Assignment: From the entries below, retype only the lines from the one with "M761,760L1037,917L983,977L761,776Z" through the one with "M1369,384L1434,408L1409,478L1343,453Z", exactly as written.

Data for analysis:

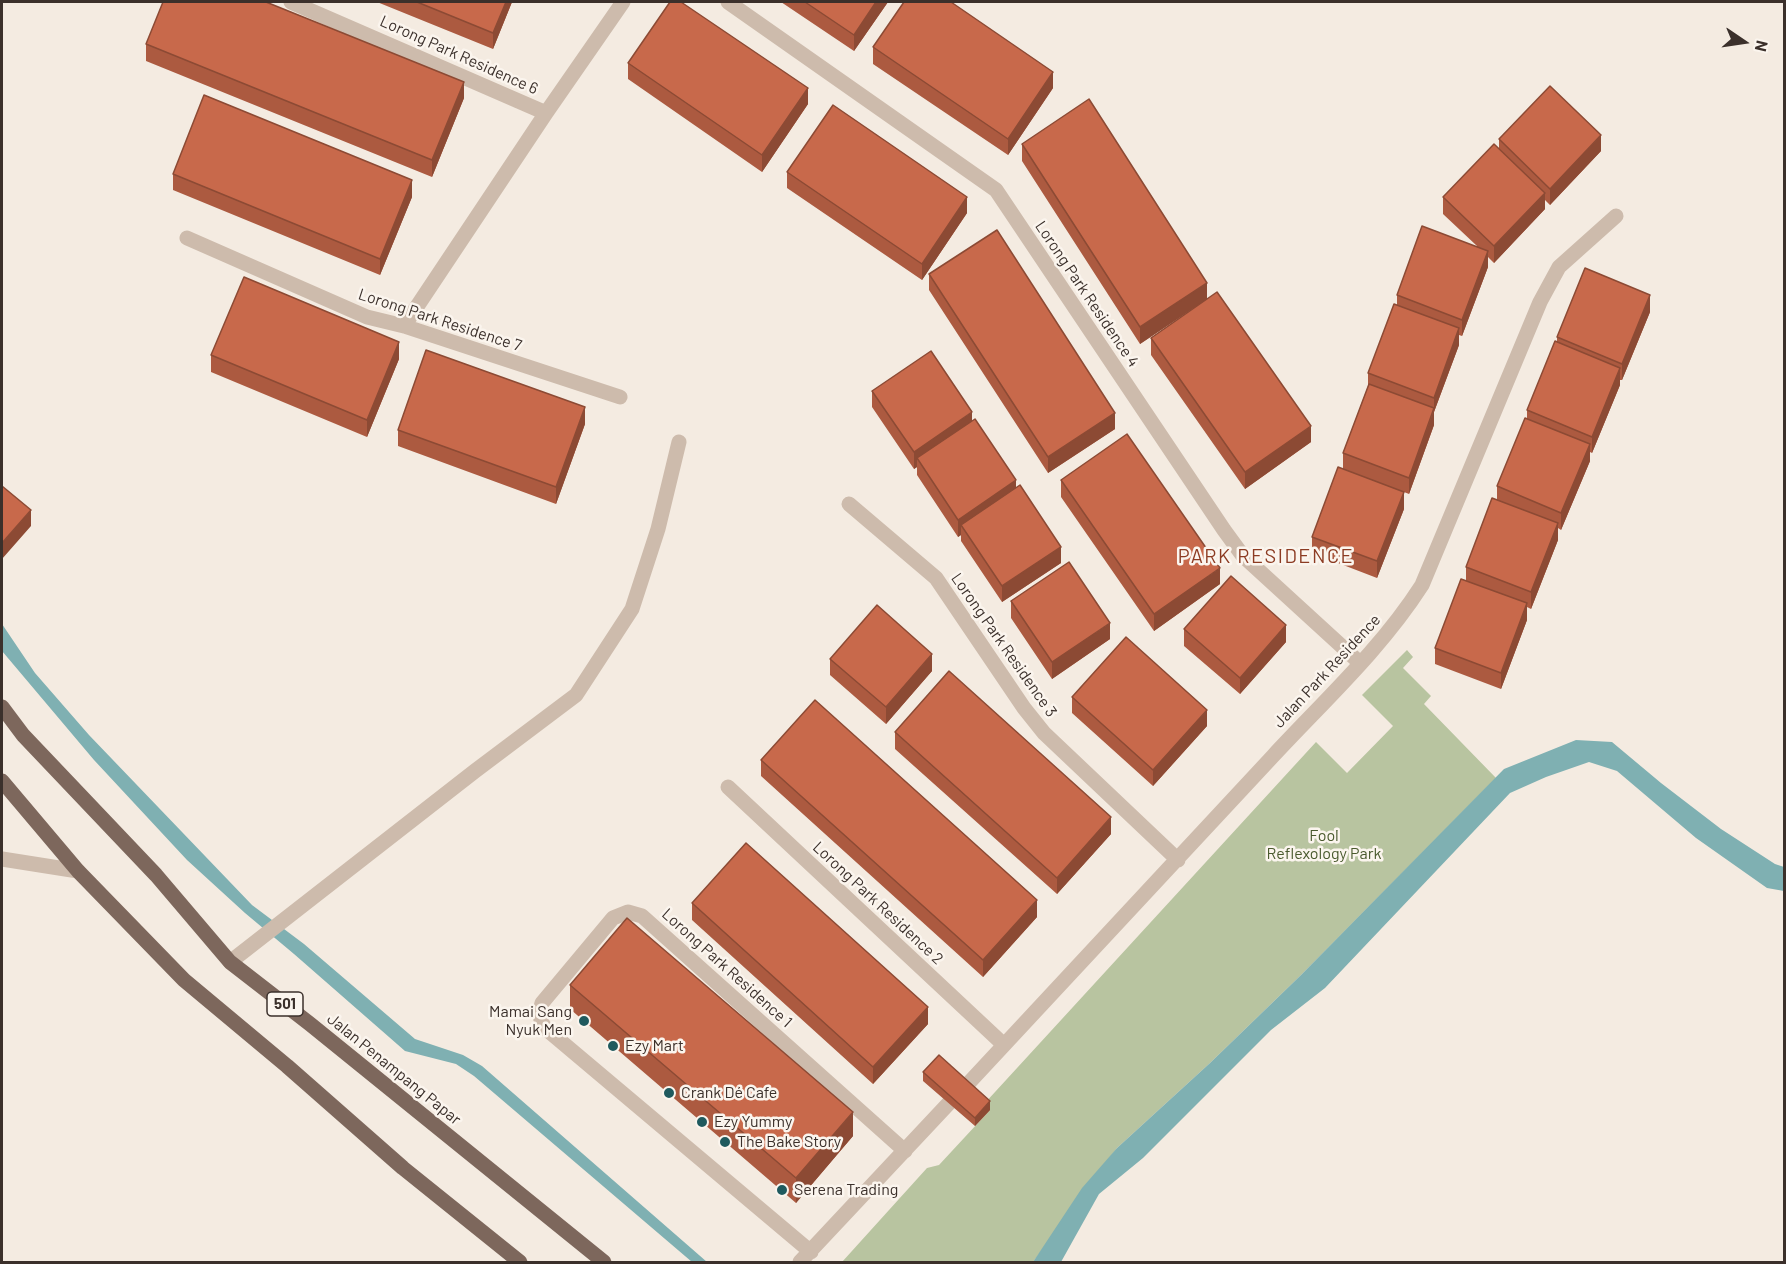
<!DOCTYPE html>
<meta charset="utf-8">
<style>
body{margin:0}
#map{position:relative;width:1786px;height:1264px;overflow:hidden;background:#f4ebe1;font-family:Barlow,sans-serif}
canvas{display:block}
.frame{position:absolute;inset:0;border:3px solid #3b302b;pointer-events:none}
.north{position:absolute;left:1714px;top:12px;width:60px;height:60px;-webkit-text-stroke:4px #fbf5ee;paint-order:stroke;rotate:103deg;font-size:16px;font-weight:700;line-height:24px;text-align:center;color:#3b302b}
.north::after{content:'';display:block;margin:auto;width:21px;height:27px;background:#3b302b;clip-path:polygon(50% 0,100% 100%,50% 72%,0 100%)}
</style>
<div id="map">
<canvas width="1786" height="1264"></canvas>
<div class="frame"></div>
<div class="north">N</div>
</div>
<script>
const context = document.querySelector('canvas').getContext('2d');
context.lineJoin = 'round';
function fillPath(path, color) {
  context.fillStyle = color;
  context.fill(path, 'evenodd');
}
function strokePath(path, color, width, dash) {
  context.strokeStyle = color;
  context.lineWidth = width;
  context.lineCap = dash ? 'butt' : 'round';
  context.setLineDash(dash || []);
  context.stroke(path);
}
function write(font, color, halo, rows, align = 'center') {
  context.font = font + ' Barlow,sans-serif';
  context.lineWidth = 5;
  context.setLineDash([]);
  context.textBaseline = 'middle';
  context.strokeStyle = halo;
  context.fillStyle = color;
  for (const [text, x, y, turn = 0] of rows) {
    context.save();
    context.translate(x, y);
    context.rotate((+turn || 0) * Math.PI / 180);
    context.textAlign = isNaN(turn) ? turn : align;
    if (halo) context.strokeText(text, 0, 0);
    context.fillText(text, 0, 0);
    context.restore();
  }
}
fillPath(new Path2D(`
 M1407,650L1413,657L1403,668L1431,696L1424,704L1496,778L1301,975L1210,1063L1117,1148L1033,1262H842L927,1168L939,1165L990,1110L984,1104L1316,742L1347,773L1393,726L1362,695Z`), '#b8c4a0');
fillPath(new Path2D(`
 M2,624L35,673L89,735L252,905L304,944L415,1039L463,1055L482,1066L707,1262H692L474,1076L456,1064L405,1051L294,954L245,913L187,860L94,760L2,651Z
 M1576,740L1612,742L1661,783L1721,829L1775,864L1784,867V891L1767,888L1696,838L1617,771L1589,762L1546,777L1510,793L1325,988L1271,1030L1143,1158L1099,1194L1061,1262H1033L1082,1188L1117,1148L1210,1063L1301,975L1504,769Z`), '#7fb0b2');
strokePath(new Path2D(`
 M291,2L546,113
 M728,2L996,190L1224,530L1243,556L1360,663
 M187,238L367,317L404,326L620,397
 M404,326L546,113L623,2
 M849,504L936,578L1024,708L1044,733L1178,860
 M728,787L1004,1045
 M2,859L78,871
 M230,962L475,771L576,695L632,609L658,529L679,442
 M965,1087C1068,977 1171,867 1273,756C1324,701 1381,649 1422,585L1540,302L1559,267L1616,216
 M811,1252L545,1028C539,1019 539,1012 542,1003L613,918L628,912L642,916L905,1151
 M800,1262L949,1103`), '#cdbbac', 15);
strokePath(new Path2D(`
 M2,707L23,735L156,875L230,962L310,1024L604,1262
 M2,781L78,871L184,980L287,1066L403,1168L520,1262`), '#7d675c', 15);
fillPath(new Path2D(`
 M377,2H512L493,49Z
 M781,2H888L854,51Z
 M146,44L464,98L432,177L146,61Z
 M873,47L1053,88L1008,155L873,64Z
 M628,63L808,104L762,172L628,79Z
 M1499,139L1601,151L1550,205L1545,200V209L1494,263L1488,257V267L1462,336L1459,335V345L1434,412V425L1409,494L1404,492V509L1377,578L1312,553V537L1343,469V453L1368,386V373L1397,305V295L1477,246L1443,214V197L1499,148Z
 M1022,144L1207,299L1311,442L1245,489L1151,355V338L1197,306L1140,344L1022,161Z
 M787,172L967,213L922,280L787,188Z
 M173,174L412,197L380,275L173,190Z
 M929,274L1115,429L1048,473L929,290Z
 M1650,312L1622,380H1620V385L1592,453L1590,452V461L1561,530L1558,528V540L1531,609L1527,607V620L1501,689L1435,664V648L1466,580V567L1497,499V486L1527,419V410L1557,342V337Z
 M211,355L399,359L367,437L211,372Z
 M872,391L972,421L1016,487L1061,563L1002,602L961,541V535L958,537L917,475V467L914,469L872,407Z
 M585,424L556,504L398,446V430Z
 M1061,480L1220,584L1154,631L1061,497Z
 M1011,601L1110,639L1052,679L1011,618Z
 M1184,629L1286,642L1240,694L1184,646Z
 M830,659L932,671L886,724L830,675Z
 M1072,697L1207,726L1153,786L1072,713Z
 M895,732L1111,834L1057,894L895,749Z
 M761,760L1037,917L983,977L761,776Z
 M692,903L928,1024L873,1084L692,920Z
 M570,985L853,1136L796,1203L570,1009Z
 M923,1072L990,1110L975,1126L923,1081Z`), '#ac5a40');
fillPath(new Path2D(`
 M506,2H512L493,49V33Z
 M876,2H888L854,51V35Z
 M1053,72V88L1008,155V139Z
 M464,82V98L432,177V160Z
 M808,88V104L762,172V155Z
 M1601,135V151L1550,205V189Z
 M412,180V197L380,275V259Z
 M1545,193V209L1494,263V246Z
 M967,197V213L922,280V264Z
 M1488,251V267L1462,336V320Z
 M1207,283V299L1140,344V327Z
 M1650,295V312L1622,380V364Z
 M1459,328V345L1434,412V425L1409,494V478L1434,410V398Z
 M399,342V359L367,437V420Z
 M1620,368V385L1592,453V437Z
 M585,407V424L556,504V487Z
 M972,412V429L917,458V467L914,469V452Z
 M1115,413V429L1048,473V457Z
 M1311,426V442L1245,489V472Z
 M1590,444V461L1561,530V513Z
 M1016,480V497L961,525V535L958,537V520Z
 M1404,492V509L1377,578V561Z
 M31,510V526L2,559V543Z
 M1558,523V540L1531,609V592Z
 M1061,547V563L1002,602V586Z
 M1220,568V584L1154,631V614Z
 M1527,603V620L1501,689V673Z
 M1110,623V639L1052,679V662Z
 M1286,625V642L1240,694V678Z
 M932,654V671L886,724V707Z
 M1207,710V726L1153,786V770Z
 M1111,817V834L1057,894V878Z
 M1037,900V917L983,977V960Z
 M928,1007V1024L873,1084V1067Z
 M990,1101V1110L975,1126V1118Z
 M853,1112V1136L796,1203V1178Z`), '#8c4a34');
const building = new Path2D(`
 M163,2H266L464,82L432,160L146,44Z
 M417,2H506L493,33Z
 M670,2H681L808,88L762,155L628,63Z
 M805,2H876L854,35Z
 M904,2H951L1053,72L1008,139L873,47Z
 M1550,86L1601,135L1550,189L1499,139Z
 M204,95L412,180L380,259L173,174Z
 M1089,99L1207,283L1140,327L1022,144Z
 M833,105L967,197L922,264L787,172Z
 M1494,144L1545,193L1494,246L1443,197Z
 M1422,226L1488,251L1462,320L1397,295Z
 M997,230L1115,413L1048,457L929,274Z
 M1585,268L1650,295L1622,364L1557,337Z
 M244,277L399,342L367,420L211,355Z
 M1217,292L1311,426L1245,472L1151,338Z
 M1394,304L1459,328L1434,398L1368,373Z
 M1555,341L1620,368L1592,437L1527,410Z
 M426,350L585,407L556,487L398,430Z
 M931,351L972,412L914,452L872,391Z
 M1369,384L1434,408L1409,478L1343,453Z
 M1525,418L1590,444L1561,513L1497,486Z
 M975,419L1016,480L958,520L917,458Z
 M1127,434L1220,568L1154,614L1061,480Z
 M1338,467L1404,492L1377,561L1312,537Z
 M1020,485L1061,547L1002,586L961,525Z
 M2,486L31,510L2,543Z
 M1492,498L1558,523L1531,592L1466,567Z
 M1069,562L1110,623L1052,662L1011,601Z
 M1231,576L1286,625L1240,678L1184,629Z
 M1461,579L1527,603L1501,673L1435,648Z
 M877,605L932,654L886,707L830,659Z
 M1126,637L1207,710L1153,770L1072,697Z
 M949,671L1111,817L1057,878L895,732Z
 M815,700L1037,900L983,960L761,760Z
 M746,843L928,1007L873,1067L692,903Z
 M627,918L853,1112L796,1178L570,985Z
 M939,1055L990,1101L975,1118L923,1072Z`);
fillPath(building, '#c8694b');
strokePath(building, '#8c4a34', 1.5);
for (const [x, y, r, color] of [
 [584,1021,6,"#1f5a5e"],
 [613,1046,6,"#1f5a5e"],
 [669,1093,6,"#1f5a5e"],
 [702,1122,6,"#1f5a5e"],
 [725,1142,6,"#1f5a5e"],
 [782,1190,6,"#1f5a5e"]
]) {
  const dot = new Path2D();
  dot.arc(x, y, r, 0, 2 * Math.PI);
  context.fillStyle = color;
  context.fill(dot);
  strokePath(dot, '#fbf5ee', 2);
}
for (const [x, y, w] of [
 [285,1004,36]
]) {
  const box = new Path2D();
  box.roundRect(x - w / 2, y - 12, w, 24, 4.5);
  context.fillStyle = '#fbf5ee';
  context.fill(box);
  strokePath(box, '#3b302b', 1.5);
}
write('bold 15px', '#3b302b', null, [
 ["501",285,1004]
]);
write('16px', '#3b302b', '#fbf5ee', [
 ["Lorong Park Residence 6",459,55,24],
 ["Lorong Park Residence 4",1087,294,56],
 ["Lorong Park Residence 7",440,320,18],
 ["Lorong Park Residence 3",1004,645,55],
 ["Jalan Park Residence",1327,671,-47],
 ["Lorong Park Residence 2",878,903,43],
 ["Lorong Park Residence 1",727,968,42],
 ["Jalan Penampang Papar",394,1069,39]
]);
write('16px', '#4a5a2e', '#fbf5ee', [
 ["Fool",1324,836],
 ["Reflexology Park",1324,854]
]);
write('16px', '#3b302b', '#fbf5ee', [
 ["Mamai Sang",572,1012,"right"],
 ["Nyuk Men",572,1030,"right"],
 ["Ezy Mart",625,1046],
 ["Crank Dé Cafe",681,1093],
 ["Ezy Yummy",714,1122],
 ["The Bake Story",737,1142],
 ["Serena Trading",794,1190]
], 'left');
context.letterSpacing = '1.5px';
write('20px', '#8c3b22', '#fbf5ee', [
 ["PARK RESIDENCE",1266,556]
]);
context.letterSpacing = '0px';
</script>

Solution for this exercise:
 M761,760L1037,917L983,977L761,776Z
 M692,903L928,1024L873,1084L692,920Z
 M570,985L853,1136L796,1203L570,1009Z
 M923,1072L990,1110L975,1126L923,1081Z`), '#ac5a40');
fillPath(new Path2D(`
 M506,2H512L493,49V33Z
 M876,2H888L854,51V35Z
 M1053,72V88L1008,155V139Z
 M464,82V98L432,177V160Z
 M808,88V104L762,172V155Z
 M1601,135V151L1550,205V189Z
 M412,180V197L380,275V259Z
 M1545,193V209L1494,263V246Z
 M967,197V213L922,280V264Z
 M1488,251V267L1462,336V320Z
 M1207,283V299L1140,344V327Z
 M1650,295V312L1622,380V364Z
 M1459,328V345L1434,412V425L1409,494V478L1434,410V398Z
 M399,342V359L367,437V420Z
 M1620,368V385L1592,453V437Z
 M585,407V424L556,504V487Z
 M972,412V429L917,458V467L914,469V452Z
 M1115,413V429L1048,473V457Z
 M1311,426V442L1245,489V472Z
 M1590,444V461L1561,530V513Z
 M1016,480V497L961,525V535L958,537V520Z
 M1404,492V509L1377,578V561Z
 M31,510V526L2,559V543Z
 M1558,523V540L1531,609V592Z
 M1061,547V563L1002,602V586Z
 M1220,568V584L1154,631V614Z
 M1527,603V620L1501,689V673Z
 M1110,623V639L1052,679V662Z
 M1286,625V642L1240,694V678Z
 M932,654V671L886,724V707Z
 M1207,710V726L1153,786V770Z
 M1111,817V834L1057,894V878Z
 M1037,900V917L983,977V960Z
 M928,1007V1024L873,1084V1067Z
 M990,1101V1110L975,1126V1118Z
 M853,1112V1136L796,1203V1178Z`), '#8c4a34');
const building = new Path2D(`
 M163,2H266L464,82L432,160L146,44Z
 M417,2H506L493,33Z
 M670,2H681L808,88L762,155L628,63Z
 M805,2H876L854,35Z
 M904,2H951L1053,72L1008,139L873,47Z
 M1550,86L1601,135L1550,189L1499,139Z
 M204,95L412,180L380,259L173,174Z
 M1089,99L1207,283L1140,327L1022,144Z
 M833,105L967,197L922,264L787,172Z
 M1494,144L1545,193L1494,246L1443,197Z
 M1422,226L1488,251L1462,320L1397,295Z
 M997,230L1115,413L1048,457L929,274Z
 M1585,268L1650,295L1622,364L1557,337Z
 M244,277L399,342L367,420L211,355Z
 M1217,292L1311,426L1245,472L1151,338Z
 M1394,304L1459,328L1434,398L1368,373Z
 M1555,341L1620,368L1592,437L1527,410Z
 M426,350L585,407L556,487L398,430Z
 M931,351L972,412L914,452L872,391Z
 M1369,384L1434,408L1409,478L1343,453Z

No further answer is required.